Se a verdade liberta, tanto mais fere. Quase nunca é o que se deseja. Quase sempre é o que se evita. A verdade é um imbróglio, uma enrascada. Ela é cheia de contradições. Humano, demasiado humano querer escapar. 

Outro dia mesmo inventei que eu era aquela da foto retocada. Não tinha olheiras e nem tantos anos de vida. A do espelho pela manhã, passei a ignorar.

Inventei uma carreira de sucesso baseada em sinais exteriores e definições genéricas. Está toda no linkedIn, com palavras bordadas a mão. 

Criei poderes sobre nada e ninguém.

Eduquei - muito bem educados - filhos igualmente inventivos. Todos eles bem sucedidos. Nossa bem-aventurança pode ser confirmada nas redes sociais.

No passado adoeci de amor por quem eu nem amava. Não sem primeiro inventar mil sintonias dissonantes.

Muito antes fui imensamente amada, por tudo que minha vaidade quis.

Me agarrei nas bandeiras que escolhi e não enxerguei virtudes para além delas.

Inventei coincidências, harmonias, compatibilidades. Inventei pessoas completas.

Elaborei um passado com outras cores.

Concebi toda uma realidade, porque nem mesmo ela suportou ser verdade. 

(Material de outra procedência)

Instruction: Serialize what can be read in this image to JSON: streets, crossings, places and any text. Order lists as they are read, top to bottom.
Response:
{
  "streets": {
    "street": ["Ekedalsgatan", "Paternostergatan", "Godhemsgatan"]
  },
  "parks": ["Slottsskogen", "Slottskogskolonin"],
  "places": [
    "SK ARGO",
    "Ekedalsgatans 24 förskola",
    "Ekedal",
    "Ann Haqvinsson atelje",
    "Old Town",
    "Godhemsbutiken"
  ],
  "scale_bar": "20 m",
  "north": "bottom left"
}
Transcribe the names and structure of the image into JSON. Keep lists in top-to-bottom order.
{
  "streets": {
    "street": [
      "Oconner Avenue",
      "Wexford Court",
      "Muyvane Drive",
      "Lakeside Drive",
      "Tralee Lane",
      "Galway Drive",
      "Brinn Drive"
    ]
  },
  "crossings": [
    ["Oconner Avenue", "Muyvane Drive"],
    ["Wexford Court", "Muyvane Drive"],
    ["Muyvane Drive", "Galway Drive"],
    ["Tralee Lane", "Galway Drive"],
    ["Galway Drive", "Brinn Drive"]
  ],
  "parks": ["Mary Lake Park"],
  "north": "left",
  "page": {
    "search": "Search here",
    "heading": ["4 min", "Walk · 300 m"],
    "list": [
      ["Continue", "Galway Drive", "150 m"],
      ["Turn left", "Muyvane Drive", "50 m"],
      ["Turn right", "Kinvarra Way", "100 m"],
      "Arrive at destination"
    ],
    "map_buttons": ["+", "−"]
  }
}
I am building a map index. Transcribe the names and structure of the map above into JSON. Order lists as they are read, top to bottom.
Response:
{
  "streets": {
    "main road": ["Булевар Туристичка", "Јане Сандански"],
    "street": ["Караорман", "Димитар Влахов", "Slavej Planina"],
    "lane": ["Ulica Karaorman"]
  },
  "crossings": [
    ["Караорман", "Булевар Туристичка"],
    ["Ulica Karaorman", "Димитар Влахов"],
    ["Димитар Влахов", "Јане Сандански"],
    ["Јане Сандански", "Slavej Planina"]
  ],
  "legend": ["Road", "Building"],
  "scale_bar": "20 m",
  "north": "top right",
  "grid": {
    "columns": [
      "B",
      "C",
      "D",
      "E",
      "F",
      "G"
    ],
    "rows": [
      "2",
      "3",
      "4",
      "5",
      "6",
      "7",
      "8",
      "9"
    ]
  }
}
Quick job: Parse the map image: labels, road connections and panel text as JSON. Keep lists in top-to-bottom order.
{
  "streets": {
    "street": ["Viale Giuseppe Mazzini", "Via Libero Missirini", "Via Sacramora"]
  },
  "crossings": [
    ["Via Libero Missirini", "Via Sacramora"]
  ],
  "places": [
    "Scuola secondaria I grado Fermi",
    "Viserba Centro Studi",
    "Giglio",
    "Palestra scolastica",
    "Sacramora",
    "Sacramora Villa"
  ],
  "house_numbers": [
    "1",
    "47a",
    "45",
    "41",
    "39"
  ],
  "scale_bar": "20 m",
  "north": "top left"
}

Não há que haver julgamentos ou repreensões. Somos todos realidades imaginadas, tocando enganosamente a vida uns dos outros. Mais entendimento e compaixão. É um dos jeitos de resistir.

Porque a vida
a vida
a vida, Cecília
a vida só é possível reinventada.


*Reinvenção, Cecília Meireles

Comentários

  1. Essa ilusão gostosa de tudo que achamos que deveríamos ser. Ah se todo dia soubéssemos de alma inteira que de fato somos o melhor que poderíamos ser... seríamos mais motivadas para sair da ilusão e nos tornarmos para além do que de fato somos.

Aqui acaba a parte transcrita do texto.